Celui-ci est pris de manière assez brutale, et dans la confusion. A peine le président Bouteflika avait-il changé le gouvernement qu’il ordonnait, « sans délai », de changer les responsables de grandes entreprises et administrations. Une manière pour lui de se laver les mains des échecs du passé : ces gens-là ne sont pas bons, ramenez-en d’autres, dit-il à ses ministres, anciens et nouveaux.

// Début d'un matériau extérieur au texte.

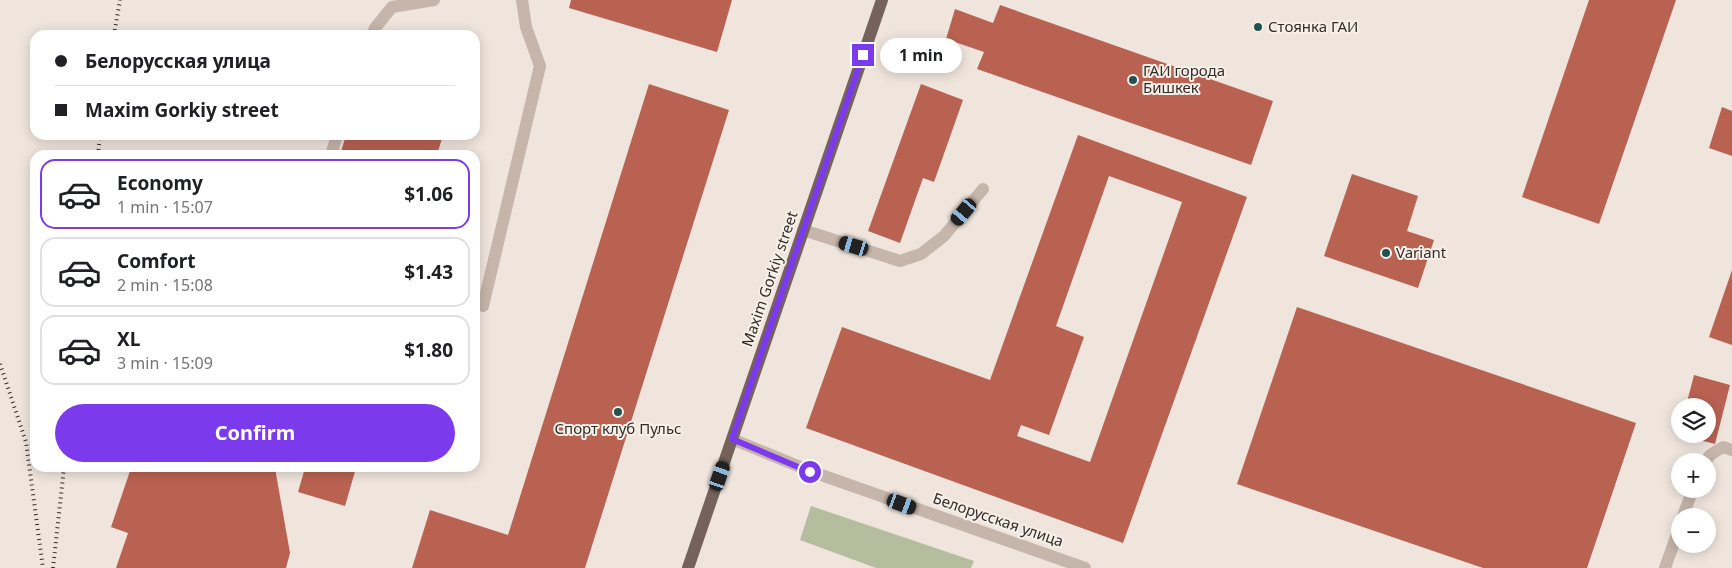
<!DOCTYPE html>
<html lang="en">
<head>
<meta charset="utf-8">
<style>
  body { margin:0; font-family:"Noto Sans",sans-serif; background:#f2f2f2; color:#202124; height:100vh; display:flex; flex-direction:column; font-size:19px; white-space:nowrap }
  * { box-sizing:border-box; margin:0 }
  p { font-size:16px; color:#757577 }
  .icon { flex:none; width:28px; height:28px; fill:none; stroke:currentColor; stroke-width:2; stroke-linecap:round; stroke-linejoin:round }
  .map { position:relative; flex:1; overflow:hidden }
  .panel { position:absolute; left:30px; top:150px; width:450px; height:322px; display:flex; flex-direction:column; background:#fff; border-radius:15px; box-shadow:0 2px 12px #0003 }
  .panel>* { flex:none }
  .guide { position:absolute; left:30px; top:30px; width:450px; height:110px; border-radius:15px; box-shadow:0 2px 12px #0003; display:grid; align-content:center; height:110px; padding:0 25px; background:#fff }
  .tools { position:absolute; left:1671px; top:398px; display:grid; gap:10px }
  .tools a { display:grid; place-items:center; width:45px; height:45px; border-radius:50%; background:#fff; box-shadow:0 2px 12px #0003; font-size:25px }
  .end { position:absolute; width:22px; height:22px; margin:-11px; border:6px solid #7c3aed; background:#fff; box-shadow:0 0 0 2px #fff }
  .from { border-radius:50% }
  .bubble { position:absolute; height:35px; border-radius:18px; background:#fff; box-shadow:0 2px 12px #0003; font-size:16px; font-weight:700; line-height:35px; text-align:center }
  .car { position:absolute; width:15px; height:30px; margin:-15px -8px; border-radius:6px; box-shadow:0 0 4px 1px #0007; background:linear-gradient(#222 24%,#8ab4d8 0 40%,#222 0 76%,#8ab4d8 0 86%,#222 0) }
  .guide b { display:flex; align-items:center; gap:18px; height:48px; font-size:19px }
  .guide b+b { border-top:1px solid #e0e0e0 }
  .guide i { width:12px; height:12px; background:#202124 }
  ul { padding:9px 0 0; list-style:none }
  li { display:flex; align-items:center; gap:15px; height:70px; margin:0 10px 8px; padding:0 15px; border:2px solid #e0e0e0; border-radius:15px }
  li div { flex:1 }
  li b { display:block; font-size:19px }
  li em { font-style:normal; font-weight:700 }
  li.on { border-color:#7c3aed }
  li>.icon { width:45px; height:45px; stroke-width:1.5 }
  .primary-button { display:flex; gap:10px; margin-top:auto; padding:10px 25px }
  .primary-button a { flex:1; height:58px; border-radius:30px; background:#7c3aed; color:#fff; font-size:20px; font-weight:700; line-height:58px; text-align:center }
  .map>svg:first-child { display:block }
  .green { fill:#b5bd9f }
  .building { fill:#b96252; fill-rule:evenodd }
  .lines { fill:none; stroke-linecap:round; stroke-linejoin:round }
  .service { stroke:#c6b5aa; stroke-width:12 }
  .minor { stroke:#c6b5aa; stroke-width:12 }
  .primary { stroke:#75625c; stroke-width:12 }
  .rail { stroke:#342c29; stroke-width:4; stroke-dasharray:1 4; stroke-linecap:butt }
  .route { stroke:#7c3aed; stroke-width:6 }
  .poi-dot { fill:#235151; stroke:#f7f0e9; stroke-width:2 }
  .labels { text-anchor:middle; stroke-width:4; stroke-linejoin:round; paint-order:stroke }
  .poi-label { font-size:15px; fill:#342c29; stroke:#f7f0e9; text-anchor:start }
  .street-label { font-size:15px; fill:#342c29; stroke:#f7f0e9 }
</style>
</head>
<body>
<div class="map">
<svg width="1732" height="568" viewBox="0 0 1732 568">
  <rect width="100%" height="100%" fill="#efe5dd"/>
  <path class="green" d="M811 506 974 561 971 568H876L800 540Z"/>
  <path class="building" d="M571 0H732L717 52 569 8Z
    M1589 0H1676L1599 224 1522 197Z
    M1000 5 1273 101 1251 165 977 69 984 52 946 39 955 9 993 23Z
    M649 84 729 110 585 568H412L430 510 508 535Z
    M921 84 963 100 934 182 923 178 900 243 868 231Z
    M1722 107 1732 111V156L1709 148Z
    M346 135H443L437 155H340Z
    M1078 135 1247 197 1123 543 806 428 842 327 990 380ZM1109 176 1182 202 1090 462 1017 436 1021 425 1049 435 1084 337 1056 326Z
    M1352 174 1418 196 1407 231 1434 240 1418 288 1324 256Z
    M1732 270V345L1709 337Z
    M1297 307 1636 423 1587 568H1483L1237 484Z
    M1694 375 1730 385 1715 444 1677 434H1708V406H1686Z
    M131 468H275L290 553 286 568H116L128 533 111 527Z
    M305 468H356L345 506 298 492Z"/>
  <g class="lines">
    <path class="service" d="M372 35 375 28 392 7 434 0
      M331 155 337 135
      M803 230 900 261 921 254 944 236 983 189
      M483 306 540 66 526 27 522 0
      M1706 461 1710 455 1723 447 1732 450
      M1683 516 1693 489
      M1665 568 1680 526"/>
    <path class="minor" d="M732 439 810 471 1085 568"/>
    <path class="primary" d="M688 568 882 0"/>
    <path class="rail" d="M114 35 120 0
      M98 155 100 135
      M0 364 26 442 43 568
      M53 568 64 468"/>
  </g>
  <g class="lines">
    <path class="route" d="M810 472 732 439 863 55"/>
  </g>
  <g class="poi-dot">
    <circle cx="1258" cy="27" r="5"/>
    <circle cx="1133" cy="80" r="5"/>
    <circle cx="1386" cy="253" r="5"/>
    <circle cx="618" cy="412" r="5"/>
  </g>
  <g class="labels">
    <g class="poi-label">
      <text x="1268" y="32">Стоянка ГАИ</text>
      <text x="1143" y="76">ГАИ города<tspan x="1143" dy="17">Бишкек</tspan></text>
      <text x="1396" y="258">Variant</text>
      <text x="618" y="434" text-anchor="middle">Спорт клуб Пульс</text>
    </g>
    <g class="street-label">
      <text transform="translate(770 279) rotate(-71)" y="5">Maxim Gorkiy street</text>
      <text transform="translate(998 520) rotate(19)" y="5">Белорусская улица</text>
    </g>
  </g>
</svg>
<div class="tools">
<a><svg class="icon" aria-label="layers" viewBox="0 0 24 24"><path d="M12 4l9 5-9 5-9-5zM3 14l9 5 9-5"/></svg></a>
<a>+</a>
<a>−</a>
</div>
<i class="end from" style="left:810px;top:472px"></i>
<i class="end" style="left:863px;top:55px"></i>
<div class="bubble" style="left:880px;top:38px;width:82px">1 min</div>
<i class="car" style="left:964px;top:212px;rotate:220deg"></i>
<i class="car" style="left:854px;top:246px;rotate:287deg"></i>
<i class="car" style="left:720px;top:476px;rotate:19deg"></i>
<i class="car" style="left:902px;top:504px;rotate:110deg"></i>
<div class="guide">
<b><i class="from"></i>Белорусская улица</b>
<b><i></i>Maxim Gorkiy street</b>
</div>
<section class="panel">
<ul>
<li class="on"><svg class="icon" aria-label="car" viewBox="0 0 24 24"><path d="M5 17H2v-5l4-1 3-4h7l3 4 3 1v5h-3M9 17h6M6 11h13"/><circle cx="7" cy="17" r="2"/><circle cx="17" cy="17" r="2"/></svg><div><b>Economy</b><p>1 min · 15:07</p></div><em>$1.06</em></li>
<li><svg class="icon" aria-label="car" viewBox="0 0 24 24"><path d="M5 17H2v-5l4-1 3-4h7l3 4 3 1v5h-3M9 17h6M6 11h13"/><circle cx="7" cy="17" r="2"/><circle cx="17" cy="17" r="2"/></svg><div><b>Comfort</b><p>2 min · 15:08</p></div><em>$1.43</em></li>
<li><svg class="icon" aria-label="car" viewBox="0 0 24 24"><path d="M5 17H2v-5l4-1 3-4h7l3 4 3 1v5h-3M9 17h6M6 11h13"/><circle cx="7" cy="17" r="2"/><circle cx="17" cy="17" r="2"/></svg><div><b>XL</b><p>3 min · 15:09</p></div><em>$1.80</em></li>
</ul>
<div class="primary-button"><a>Confirm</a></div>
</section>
</div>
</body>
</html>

Au conseil des ministres, il adopte un ton grave pour définir les enjeux. Selon le communiqué officiel du conseil des ministres, le chef de l’Etat a rappelé « les contraintes actuelles sur les revenus de l’Etat », et « « souligné que cela exige un surcroît d’efforts, davantage de rigueur et de rationalité dans la gestion des ressources publiques ». Il a également demandé aux ministres d’assurer « un suivi étroit des projets et des dossiers, une communication efficace à l’endroit de l’opinion nationale, ainsi qu’une complémentarité exemplaire entre tous les membres du gouvernement ». Même si, en de pareilles circonstances, le discours officiel est assez convenu, il est difficile de ne pas voir dans les mots et formules utilisés un souci d’éviter les tares d’un passé récent. Rien n’oblige un chef de l’Etat à demander à ses ministres de faire preuve de « complémentarité », de « rationalité » et de « rigueur » si ces attributs n’avaient pas fait cruellement défaut par le passé.

Sellal s’y met

Le premier ministre Abdelmalek Sellal s’est lui aussi mis de la partie. Il s’est rendu là où, selon lui, tout va se jouer : chez les acteurs du secteur des hydrocarbures. Avec son tout nouveau ministre de l’Energie, Salah Khebri, et le nouveau patron de la compagnie Sonatrach, Amine Meziane, il a rappelé ce que le pouvoir attend de l’entreprise : qu’elle fournisse au pays plus de devises pour assurer la stabilité. Produire plus, creuser plus, rechercher plus de gisements, forer plus, vendre plus de gaz et de pétrole : c’est la substance de son discours. Il a laissé la voie ouverte, sans toutefois évoquer le sujet qui fâche, le gaz de schiste, que l’ancien ministre de l’Energie Youcef Yousfi avait placé au cœur de sa démarche.

M. Sellal a aussi déploré que « notre potentiel ne soit pas suffisamment exploré et exploité. Nous devons mettre en production les nouvelles découvertes. Ceci est possible et fondamental », a-t-il dit. Il a même pris la peine de rappeler une évidence : « les hydrocarbures constituent la principale source du budget de l’Etat et des réserves de change ».

Cohérence

Il reste au gouvernement d’adapter son action à son discours. Quand M. Sellal évoque une « rationalisation de la consommation » des hydrocarbures, il occulte une autre évidence : aucune politique de consommation ne peut être lancée sans une révision des prix du carburant, laquelle aura forcément des répercussions en cascade.

Le prix du carburant est aujourd’hui à 20% de son prix sur le marché international. Il n’y a pas eu d’augmentation depuis une décennie, ce qui a donné naissance à un modèle de consommation absurde, et à des trafics gigantesques, avec des gaspillages insupportables. Le même président et le même gouvernement qui ont gelé depuis une décennie le prix du pain, du carburant, de l’essence, du lait, et de biens d’autres produits, peuvent-ils aujourd’hui changer de cap pour aller à la rationalité économique? Quelle légitimité auront-ils avec leur nouveau discours, eux qui ont tenu pendant quinze ans un discours totalement opposé? A l’évidence, il ne suffit pas de changer de ton pour redevenir crédible et se doter d’une démarche économique efficace.